3) China's Zero-Covid Policy
Although now abandoned, the policy that ended in December 2022 had some repercussions. People could not travel, and economic activity was sluggish due to port, factory and highway closures (Santander). With China being the second biggest economy globally, reduced economic activity in China rippled through to the global markets.

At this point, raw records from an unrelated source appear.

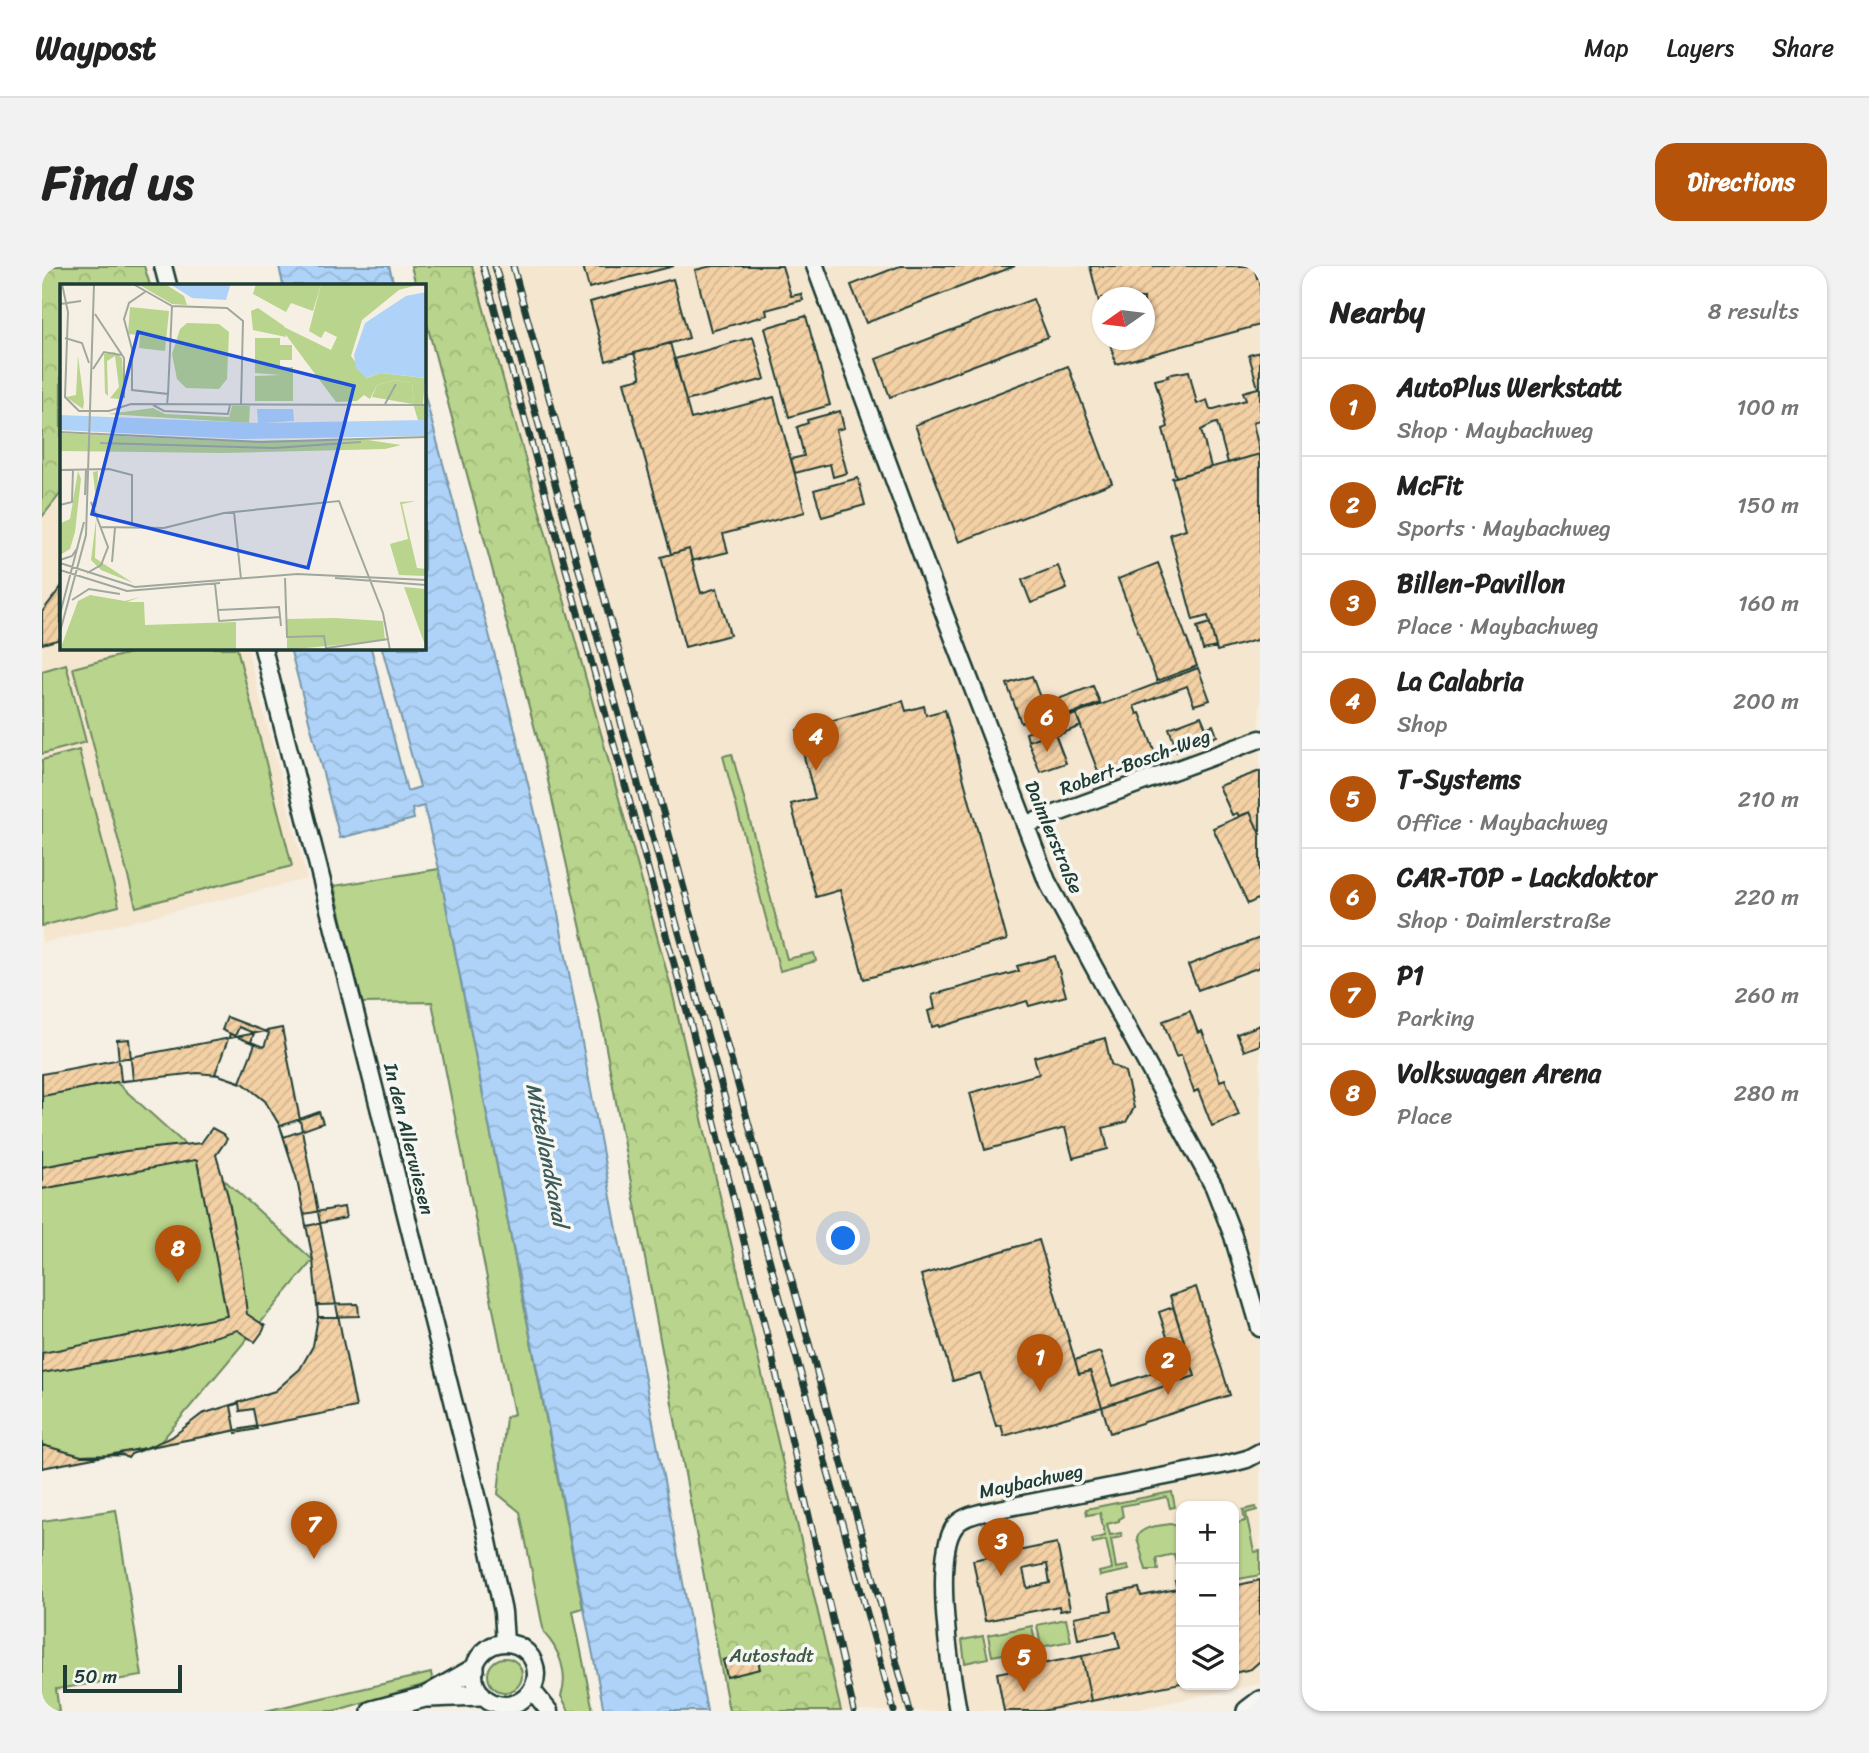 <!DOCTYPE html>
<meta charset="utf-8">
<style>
body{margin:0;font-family:Sriracha,sans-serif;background:#f2f2f2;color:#222}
.controls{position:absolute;right:21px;bottom:21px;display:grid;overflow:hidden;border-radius:14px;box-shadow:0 2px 5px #0004}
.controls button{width:63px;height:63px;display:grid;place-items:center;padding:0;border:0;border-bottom:2px solid #e0e0e0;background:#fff;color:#222;font:35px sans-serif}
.compass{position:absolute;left:1050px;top:21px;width:63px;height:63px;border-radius:50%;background:#fff;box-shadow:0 2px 5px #0004;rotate:256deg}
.scale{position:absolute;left:21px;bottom:18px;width:119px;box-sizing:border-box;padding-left:7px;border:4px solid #1f3d34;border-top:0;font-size:19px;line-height:24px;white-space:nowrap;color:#1f3d34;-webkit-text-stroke:5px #f6f6f2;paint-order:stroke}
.you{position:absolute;left:802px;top:973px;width:24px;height:24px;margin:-18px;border:5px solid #fff;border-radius:50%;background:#1a73e8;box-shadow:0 0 0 10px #1a73e833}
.badge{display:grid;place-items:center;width:46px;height:46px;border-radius:50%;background:#b45309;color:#fff;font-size:23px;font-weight:700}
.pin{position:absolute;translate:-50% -58px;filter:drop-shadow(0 2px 4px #0008)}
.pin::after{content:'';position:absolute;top:37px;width:24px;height:21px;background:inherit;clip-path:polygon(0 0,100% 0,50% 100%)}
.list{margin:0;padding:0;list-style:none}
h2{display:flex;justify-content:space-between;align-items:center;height:91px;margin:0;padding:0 28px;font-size:30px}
h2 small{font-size:23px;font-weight:400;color:#767676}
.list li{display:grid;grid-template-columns:46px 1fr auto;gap:21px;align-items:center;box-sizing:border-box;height:98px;padding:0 28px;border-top:2px solid #e0e0e0}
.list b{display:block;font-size:26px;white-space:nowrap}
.list p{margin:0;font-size:23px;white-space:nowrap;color:#767676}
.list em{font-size:23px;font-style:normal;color:#767676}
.icon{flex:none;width:38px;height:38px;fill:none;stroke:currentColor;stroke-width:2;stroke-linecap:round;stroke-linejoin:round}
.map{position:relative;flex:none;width:1218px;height:1445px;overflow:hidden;border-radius:21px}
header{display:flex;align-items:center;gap:42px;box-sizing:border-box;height:98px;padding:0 35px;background:#fff;border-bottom:2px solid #e0e0e0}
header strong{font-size:33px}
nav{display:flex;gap:38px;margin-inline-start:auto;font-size:24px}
.intro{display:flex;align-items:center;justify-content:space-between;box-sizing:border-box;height:168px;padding:0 42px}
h1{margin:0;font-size:49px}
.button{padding:18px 32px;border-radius:21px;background:#b45309;color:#fff;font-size:24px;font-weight:700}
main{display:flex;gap:42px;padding:0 42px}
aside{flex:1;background:#fff;border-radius:21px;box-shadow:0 2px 5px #0004}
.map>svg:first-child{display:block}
.built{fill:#f5e6d0;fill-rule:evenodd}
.grass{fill:#b9d48c;stroke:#6c8860;stroke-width:2}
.forest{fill:url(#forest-crowns);stroke:#6c8860;stroke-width:2}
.water{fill:url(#water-waves);stroke:#7597aa;stroke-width:2}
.building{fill:url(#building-hatch);stroke:#1f3d34;stroke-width:2;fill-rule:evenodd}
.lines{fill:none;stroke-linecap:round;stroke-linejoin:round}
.minor-casing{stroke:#1f3d34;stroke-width:21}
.major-casing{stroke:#1f3d34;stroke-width:24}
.minor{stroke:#f6f6f2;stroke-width:16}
.major{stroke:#f6f6f2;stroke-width:19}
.rail-casing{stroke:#1f3d34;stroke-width:7}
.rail{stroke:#f6f6f2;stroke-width:4.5;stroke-dasharray:13;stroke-linecap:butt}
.labels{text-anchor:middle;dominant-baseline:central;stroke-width:7;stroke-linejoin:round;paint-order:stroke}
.street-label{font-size:19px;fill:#1f3d34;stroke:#f6f6f2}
.park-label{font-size:19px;fill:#3e5b46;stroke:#f6f6f2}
.water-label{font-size:21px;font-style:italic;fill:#3c5b5b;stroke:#f6f6f2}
.inset-road{fill:none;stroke:#a0a89d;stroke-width:2}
.view{fill:#1d4ed8;fill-opacity:0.15;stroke:#1d4ed8;stroke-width:3.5}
.inset-edge{fill:none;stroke:#1f3d34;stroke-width:3.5}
</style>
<header>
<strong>Waypost</strong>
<nav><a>Map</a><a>Layers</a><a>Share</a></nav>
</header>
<div class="intro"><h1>Find us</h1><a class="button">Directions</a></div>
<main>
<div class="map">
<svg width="1218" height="1445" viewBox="0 0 1218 1445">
<defs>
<pattern id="forest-crowns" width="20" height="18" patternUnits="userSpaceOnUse" patternTransform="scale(1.75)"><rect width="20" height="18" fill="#b9d48c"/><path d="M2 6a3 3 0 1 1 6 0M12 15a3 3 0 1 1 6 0" fill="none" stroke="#9fb779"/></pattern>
<pattern id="water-waves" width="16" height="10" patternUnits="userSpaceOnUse" patternTransform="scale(1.75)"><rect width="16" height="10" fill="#afd3f8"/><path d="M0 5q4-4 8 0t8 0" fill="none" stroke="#96b6d5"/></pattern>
<pattern id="building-hatch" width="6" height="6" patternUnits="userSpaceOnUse" patternTransform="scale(1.75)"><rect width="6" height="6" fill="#f4d1a5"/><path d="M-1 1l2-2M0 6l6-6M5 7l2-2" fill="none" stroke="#d1b48f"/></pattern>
</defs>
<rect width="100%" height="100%" fill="#f6efe3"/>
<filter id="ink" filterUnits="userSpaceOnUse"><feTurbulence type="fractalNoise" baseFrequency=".0143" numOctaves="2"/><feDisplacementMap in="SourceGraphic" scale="14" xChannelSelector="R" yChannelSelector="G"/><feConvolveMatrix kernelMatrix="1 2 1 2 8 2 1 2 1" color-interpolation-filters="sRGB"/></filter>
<g filter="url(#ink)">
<path class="built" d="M430,0H1218V1418L1086,1445H799L629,721ZM1060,32H1102V74H1060ZM1139,1240H1192V1419H1139Z
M19,227V382H205L265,613L0,677V251Z"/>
<path class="grass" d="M107,382H195L250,600L94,641L31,402Z
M24,398L44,476L0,488V405Z
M37,484L77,640L0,660V494Z
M690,488L745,693L772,687L774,695L738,705L681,490Z
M397,603L541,1342L531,1345L551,1445H527L519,1430C527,1408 517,1383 502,1367L478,1246L456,1228L464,1151L472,1148L390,736L320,737L292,620Z
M74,816L271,994L117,1178L89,1188L86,1192L81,1189L39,1190L0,1179V830Z
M1130,1226L1133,1241L1128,1242L1125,1231L1079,1240L1081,1251L1077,1253V1255L1065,1258L1068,1269L1079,1267L1080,1271L1069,1273L1074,1302L1086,1300L1087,1304L1058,1310L1057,1306L1070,1303L1064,1274L1051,1277L1050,1273L1063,1270L1058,1247L1045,1249L1044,1243Z
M1214,1241L1215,1244L1204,1247L1212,1286L1218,1285V1309L1192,1314V1258L1203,1255L1201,1244Z
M74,1244L100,1410L14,1423L17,1445H0V1255Z
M1128,1258L1133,1259L1137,1264L1139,1277V1299L1135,1300L1132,1288L1114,1292L1116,1304H1104L1095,1272C1098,1260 1117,1260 1128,1258Z
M1024,1353L1029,1375L999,1381L995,1359Z
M990,1360L994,1382L950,1390L946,1369Z
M941,1370L946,1392L923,1397L920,1374Z
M446 1409a17 17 0 1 1 34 0a17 17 0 1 1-34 0Z
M389,1407L391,1416L292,1445H223Z"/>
<path class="forest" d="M0,0H102L108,19H19V227L0,251Z
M369,0H430L629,721L799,1445H687L556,739L502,497L382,47V19H374Z"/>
<path class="water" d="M237,0H347L352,19H241Z
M382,127L473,464L511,621L665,1445H562L397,603L382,540L370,543L372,553L298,572L248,382H329L365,525L378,521L340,382H382Z"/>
<path class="building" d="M541,0H632L547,22Z
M670,0H740L749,30L759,28L761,34L724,44L725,49L669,65L653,4Z
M858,0H973L824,57L809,19Z
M1048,0H1212L1215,12L1218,11V59L1074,98L1067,74H1102V32H1060V48Z
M631,13L647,72L564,95L548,36Z
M991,33L1006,71L848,131L834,93Z
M764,50L788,139L747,151L723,62Z
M711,71L723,113L644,135L633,93Z
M628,77L649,153L732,131L763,246L681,268L686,286L650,295L647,283L629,288L582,116L599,112L592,87Z
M1218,86V153L1211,157L1218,188L1186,197L1175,157L1171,158L1159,164L1169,201L1134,211L1121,163L1126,161L1113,114L1126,111L1125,109L1147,105L1155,138L1165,134L1168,143H1172L1204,134L1201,126L1216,122L1207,89Z
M1026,100L1070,217L917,276L873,159Z
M798,145L802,162L794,164L805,207L791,211L788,198L753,207L749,193L762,190L755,161L766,157L765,154Z
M1218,188V373L1175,385L1166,350L1151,354L1128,268L1144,263L1130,212Z
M816,212L823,239L780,251L772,224Z
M647,283L659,327L675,322L688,369L643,381L619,291Z
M1116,297L1155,400L1115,415L1076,313Z
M1016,300L1025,323L989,337L980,314Z
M19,321V373L0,378V346Z
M1168,357L1174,381L1161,384L1155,361Z
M1156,402L1168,434L1152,439L1145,420L1092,440L1095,448L1098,447L1115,492L1059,513L1034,448Z
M990,410L1004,448L979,457L965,418Z
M1051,420L1058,437L1015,453L1008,436Z
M861,435L864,445L882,440L884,449L903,444L965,674L822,713L798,624L774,631L749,538L773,532L755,464Z
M1034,448L1039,460L1014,470L1012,465L986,475L984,467Z
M1159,450L1164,462L1171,459L1175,470L1135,485L1127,462Z
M1012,465L1024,497L998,506L986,475Z
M1218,505V568L1208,546L1197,550L1195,547L1190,549L1177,520Z
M1208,546L1218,568V632L1206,638L1171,562Z
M1218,672V701L1156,724L1146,699Z
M1013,690L1024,730L987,740L985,735L898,761L897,759L890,761L886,745L893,743L890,729L977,705L975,700Z
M1148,745L1156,767L1160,765L1178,815L1183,813L1197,849L1170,860L1156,824L1152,826L1139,789L1134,791L1121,755Z
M185,751L227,767L222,781L209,776L212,767L197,761L193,770L180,764Z
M1218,759V779L1202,785L1195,768Z
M240,762L314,1141L0,1202V1087L185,1050L155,895L153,894L0,923V808Z
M188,768L213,778L198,816L173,808Z
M1063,772L1069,798L1083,806L1092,842L1084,856L1061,862L1066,883L1031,892L1023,862L943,884L928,827L997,808L992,791Z
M87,773L91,814L79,815L75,774Z
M155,807L177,809L202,818L223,835L238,860L255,914L271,994L276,1051L271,1080L258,1103L233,1125L160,1148L130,1171L89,1188L86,1192L81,1189L39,1190L0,1179V1107L123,1085L195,1064L213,1076L221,1065L223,1060L205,1048L200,1005L186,930L174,889L185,873L181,868L170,862L159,877L84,885L0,901V830L74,816Z
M277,846L281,857L242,871L238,860Z
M302,941L304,952L264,960L262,948Z
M997,974L1037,1108L1048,1105L1060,1141L962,1170L959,1159L954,1160L938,1107L911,1115L879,1009Z
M1154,1021L1188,1129L1068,1167L1060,1141L1153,1110L1128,1030Z
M316,1038L317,1050L276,1051L275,1039Z
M1131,1041L1153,1110L1060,1141L1048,1105L1037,1108L1033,1094L1058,1086L1070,1120L1134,1099L1117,1046Z
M197,1137L198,1145L211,1143L215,1163L194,1167L189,1140Z
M1015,1277L1028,1343L1018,1345L1017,1340L943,1355L931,1294ZM1005,1298L1008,1317L985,1322L981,1303Z
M1139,1313V1417L1049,1435L1040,1390L1078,1382L1074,1366L1036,1373L1032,1351L1070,1344L1067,1328L1097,1322L1099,1330L1135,1323L1133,1315Z
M1218,1314V1395L1209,1403L1192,1407V1320Z
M714,1386L718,1403L685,1411L681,1394Z
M1040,1390L1049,1435L1000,1445H962L955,1407Z"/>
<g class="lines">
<defs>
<path id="minor" d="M121,0L126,19
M773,0L884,300L1005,615L1172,921L1191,970L1218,1062
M221,382L442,1257L461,1346L463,1376
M983,559L1218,473
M432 1408a31 31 0 1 1 62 0a31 31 0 1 1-62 0Z
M490,1424L507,1445
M916,1445C909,1408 890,1290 913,1260C921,1249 940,1247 952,1244L1190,1197L1205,1193L1218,1186"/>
<path id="major" d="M387,1431L439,1429
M330,1445L383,1431L432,1403
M1205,1445L1218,1435"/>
</defs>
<use href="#minor" class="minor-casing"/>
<use href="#major" class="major-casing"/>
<use href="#minor" class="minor"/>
<use href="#major" class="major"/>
<defs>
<path id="rail" d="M441,0L651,767L731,1094L812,1445
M453,0L852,1445
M471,0L868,1445"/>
</defs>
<use href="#rail" class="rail-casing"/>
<use href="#rail" class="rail"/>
</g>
</g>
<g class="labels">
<g class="street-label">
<text transform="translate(1093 496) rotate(-20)">Robert-Bosch-Weg</text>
<text transform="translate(1012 571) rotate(67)">Daimlerstraße</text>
<text transform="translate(367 873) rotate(76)">In den Allerwiesen</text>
<text transform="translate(989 1215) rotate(-12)">Maybachweg</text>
</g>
<g class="park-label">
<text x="730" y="1389">Autostadt</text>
</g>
<g class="water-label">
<text transform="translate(505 889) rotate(79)">Mittellandkanal</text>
</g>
</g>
<g transform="translate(18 18)">
<rect width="366" height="366" fill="#f6efe3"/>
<path d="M196,0H261L253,27L231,19L226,28L193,10ZM70,23L109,27L105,67L79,64L80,51L68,50ZM198,24L224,42L226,53L193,46L191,27ZM127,39L159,40L169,48L167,95L159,105L126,104L117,95L112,70L120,45ZM195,54H220V61H232V76H220V83H233V117H195V92L221,91L195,89ZM54,68L62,74L64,110L58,115L50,114L59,103L55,72L47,77L48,112L45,109L44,70ZM18,72L24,118L23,125L6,113L16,111ZM336,96L352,99L354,119L366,120V136H358L353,120L312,113L317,101ZM172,122H190L189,139L48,130L93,124L105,130L169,133ZM18,187L21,195L15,248L10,265L0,271L1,239L10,235ZM38,187L35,274L73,299L41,286L31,276L37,228L33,188ZM30,311L65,317L80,313L67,318H84L85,341L176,338V366H0L18,317ZM275,334L323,337L325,356L227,366V335Z" fill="#b9d48c"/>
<path d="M78,0H105L124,12L127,21L112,20ZM261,0H361L339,6L302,36L291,72L307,94L320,89L365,94L363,120H354L352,99L336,96L317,101L310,115L304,111L297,117L276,118L223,47L224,43L271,66L277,53L265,47L261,54L249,47ZM0,149L163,157L308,156L341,161L325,165L163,169L0,167ZM356,217L342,220L357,284L366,285V292L339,291L330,260L348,255L340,218ZM344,303L366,305V363L362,353Z" fill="#b9d48c"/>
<path d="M110,0H168L170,2L166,16L132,14ZM366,8V94L320,89L306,94L296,84L294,71L305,39L346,12ZM197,125H233L234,137L202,139L366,136V152L182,155L0,146V131L198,139Z" fill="#afd3f8"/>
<path class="inset-road" d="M2,0L8,28L5,113L19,127H49L71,120L366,121M73,0L112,22L167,24L183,37L181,121M85,8L69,19L64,35L72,65V106L108,110L107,121M0,20L21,17M35,30L64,74V114M5,54L22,59L29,79M33,85L44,68L61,71M108,110L112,22M325,120L336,100M93,121L104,127L168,130L170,121M0,148L201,158L366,153M40,159L214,164L301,158M0,186L49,185L72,191V241M25,211L26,186M0,221L12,218L13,185M174,228L181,295M41,243L104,244L164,229L279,217L323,329L330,366M0,276L12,272L18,263M52,278L55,244M0,279L75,303L237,290L366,296M0,286L67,307L160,299M27,289L41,281L48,263L31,218M225,294L227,353L264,352L266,364L329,355M275,294L366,301M155,300L159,337L221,333M12,316L29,305L60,310M158,326L219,323L221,342M0,330L24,238M0,348L26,251L34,0"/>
<path class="view" d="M78,48L294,102L248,284L32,230Z"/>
<rect width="366" height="366" class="inset-edge"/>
</g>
</svg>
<div class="controls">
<button>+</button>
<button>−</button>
<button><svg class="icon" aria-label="layers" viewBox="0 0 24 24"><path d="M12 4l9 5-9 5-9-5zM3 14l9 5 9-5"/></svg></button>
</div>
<svg class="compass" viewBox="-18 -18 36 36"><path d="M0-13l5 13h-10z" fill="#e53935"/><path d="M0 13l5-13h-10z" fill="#767676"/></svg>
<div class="scale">50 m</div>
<div class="you"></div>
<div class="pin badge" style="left:998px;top:1126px">1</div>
<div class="pin badge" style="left:1126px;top:1129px">2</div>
<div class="pin badge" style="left:959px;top:1310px">3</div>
<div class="pin badge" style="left:774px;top:505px">4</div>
<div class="pin badge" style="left:982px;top:1426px">5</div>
<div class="pin badge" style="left:1005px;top:486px">6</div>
<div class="pin badge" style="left:272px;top:1293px">7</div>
<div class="pin badge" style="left:136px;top:1017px">8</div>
</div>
<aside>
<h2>Nearby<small>8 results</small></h2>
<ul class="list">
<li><span class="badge">1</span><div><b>AutoPlus Werkstatt</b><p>Shop · Maybachweg</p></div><em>100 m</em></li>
<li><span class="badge">2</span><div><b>McFit</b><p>Sports · Maybachweg</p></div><em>150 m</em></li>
<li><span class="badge">3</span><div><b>Billen-Pavillon</b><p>Place · Maybachweg</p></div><em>160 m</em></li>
<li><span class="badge">4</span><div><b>La Calabria</b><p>Shop</p></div><em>200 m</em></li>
<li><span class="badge">5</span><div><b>T-Systems</b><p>Office · Maybachweg</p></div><em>210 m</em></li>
<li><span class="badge">6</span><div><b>CAR-TOP - Lackdoktor</b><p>Shop · Daimlerstraße</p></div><em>220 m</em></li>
<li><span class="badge">7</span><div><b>P1</b><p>Parking</p></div><em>260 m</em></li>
<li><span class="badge">8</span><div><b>Volkswagen Arena</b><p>Place</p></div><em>280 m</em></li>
</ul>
</aside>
</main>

What that means for the asset classes

1) Equities
S&P reported its worst performance (-19.4%) since the GFC in 2008, and DJI returned -8.9% (Reuters). Among them, tech was down significantly, with Amazon, Tesla and Meta down 51%, 68% and 66% (CNBC). 

2) Bonds
Bonds usually do well in a risk-off situation when people switch from equities to bonds for more safety. However, with the recession and interest rate hikes in 2022, bond prices and yields were hit left and right. With the rate hikes, bond prices fell, causing the "biggest spike" in the US 10-year Treasury yield since 1788 (Barrons). BoJ and its Yield Curve Control policy is a big topic. We've seen the BoJ controlling their 10-year rates at a strict 0%, which caused investors to jump to other bonds with higher yields and BoJ buying back bonds to maintain the 0% level. This would affect the yen.

3) Currencies
Yen depreciated against the dollar due to the difference in interest rates between US and Japan, which would have adverse implications, especially on inflation (happening now). On the European side, the euro fell to match the dollar for the first time in 20 years (see my blog post here).

4) Commodities
Oil prices increased due to the war, but decreased on fears of an economic recession leading to lowered demand. China's Zero-Covid policy was also an attributing factor. Supply of soft commodities was also reduced as Russia and Ukraine were major producers of crops, leading to higher commodity prices and inflation. This caused a spike in prices in 2022 (Trading Economics). Reduced gas led to higher take-up of coal. 

Just like the rooks, bishops and knights on the chessboard, major market movers like inflation, interest rates and war change the economic landscape. I believe that we can become better "big-picture thinkers" of investing by being cognizant of how these pieces intertwine and affect each other.